§ **YOUR GOAL**
Please return every line below that contains the string "Park".
======== DATA TO PROCESS ========
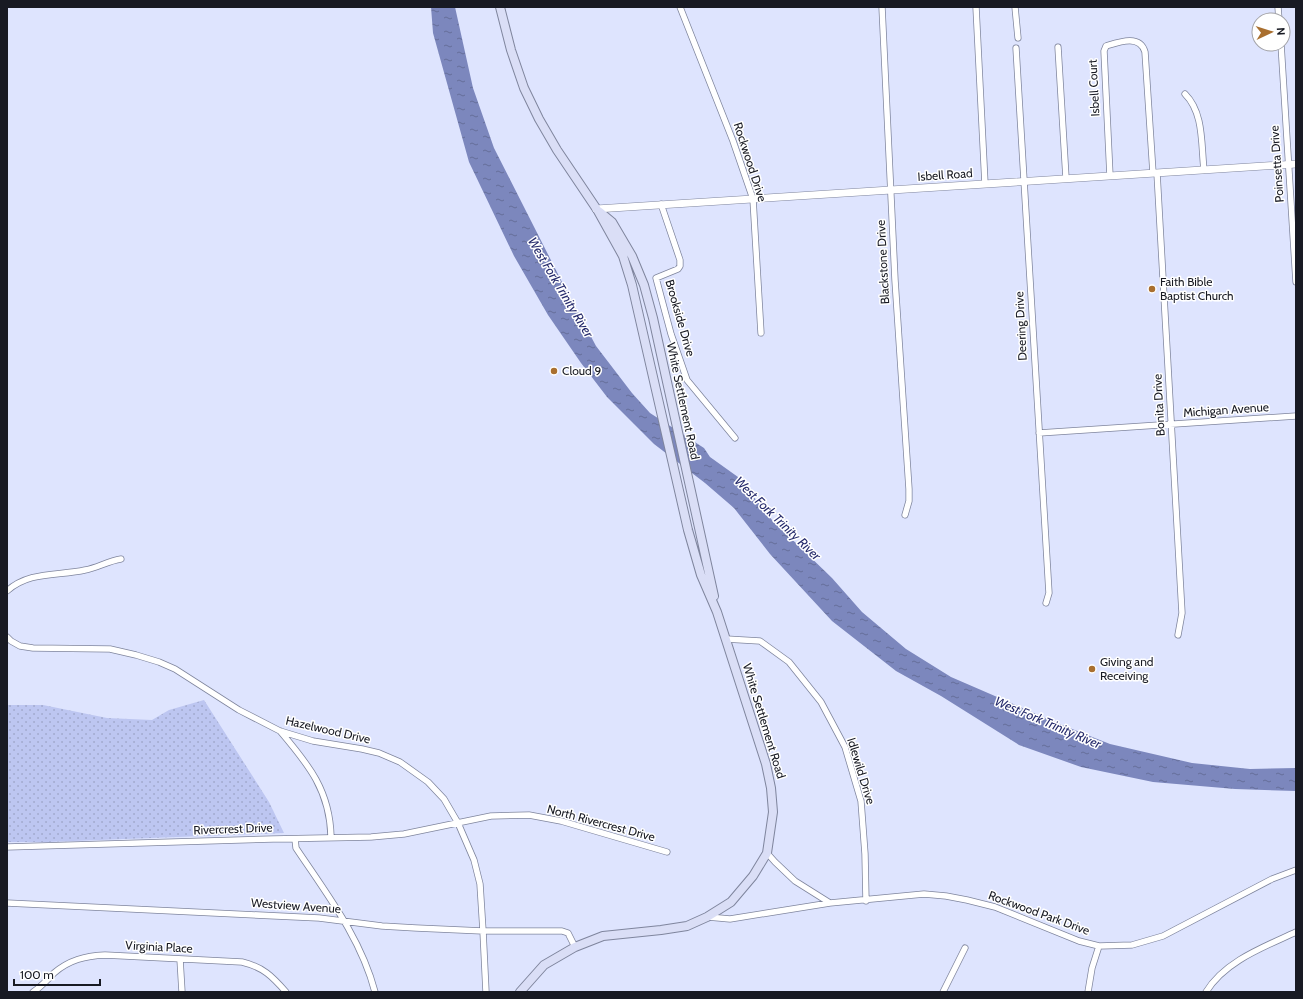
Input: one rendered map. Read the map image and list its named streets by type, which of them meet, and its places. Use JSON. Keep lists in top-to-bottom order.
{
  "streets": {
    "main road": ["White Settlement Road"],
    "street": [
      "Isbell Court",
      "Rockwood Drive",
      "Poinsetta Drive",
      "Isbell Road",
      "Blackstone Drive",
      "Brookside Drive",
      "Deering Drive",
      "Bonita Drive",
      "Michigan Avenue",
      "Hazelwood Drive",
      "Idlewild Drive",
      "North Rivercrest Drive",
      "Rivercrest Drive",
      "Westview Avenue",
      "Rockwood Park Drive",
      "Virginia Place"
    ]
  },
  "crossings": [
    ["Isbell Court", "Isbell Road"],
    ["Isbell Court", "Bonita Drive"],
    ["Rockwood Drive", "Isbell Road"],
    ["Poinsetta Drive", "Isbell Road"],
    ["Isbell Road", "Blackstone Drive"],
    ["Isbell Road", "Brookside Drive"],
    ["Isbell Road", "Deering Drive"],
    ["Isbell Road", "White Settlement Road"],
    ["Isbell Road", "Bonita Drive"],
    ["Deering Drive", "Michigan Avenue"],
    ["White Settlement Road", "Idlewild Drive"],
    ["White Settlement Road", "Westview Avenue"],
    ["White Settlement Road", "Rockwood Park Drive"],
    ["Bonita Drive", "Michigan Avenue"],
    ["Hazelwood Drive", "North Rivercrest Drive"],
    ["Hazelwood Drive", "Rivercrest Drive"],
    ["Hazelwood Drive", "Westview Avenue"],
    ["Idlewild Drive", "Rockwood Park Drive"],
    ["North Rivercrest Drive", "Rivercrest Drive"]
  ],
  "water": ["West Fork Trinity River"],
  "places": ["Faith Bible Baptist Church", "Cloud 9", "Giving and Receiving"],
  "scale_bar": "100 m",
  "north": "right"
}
========
§ **ANSWER AREA**
      "Rockwood Park Drive",
    ["White Settlement Road", "Rockwood Park Drive"],
    ["Idlewild Drive", "Rockwood Park Drive"],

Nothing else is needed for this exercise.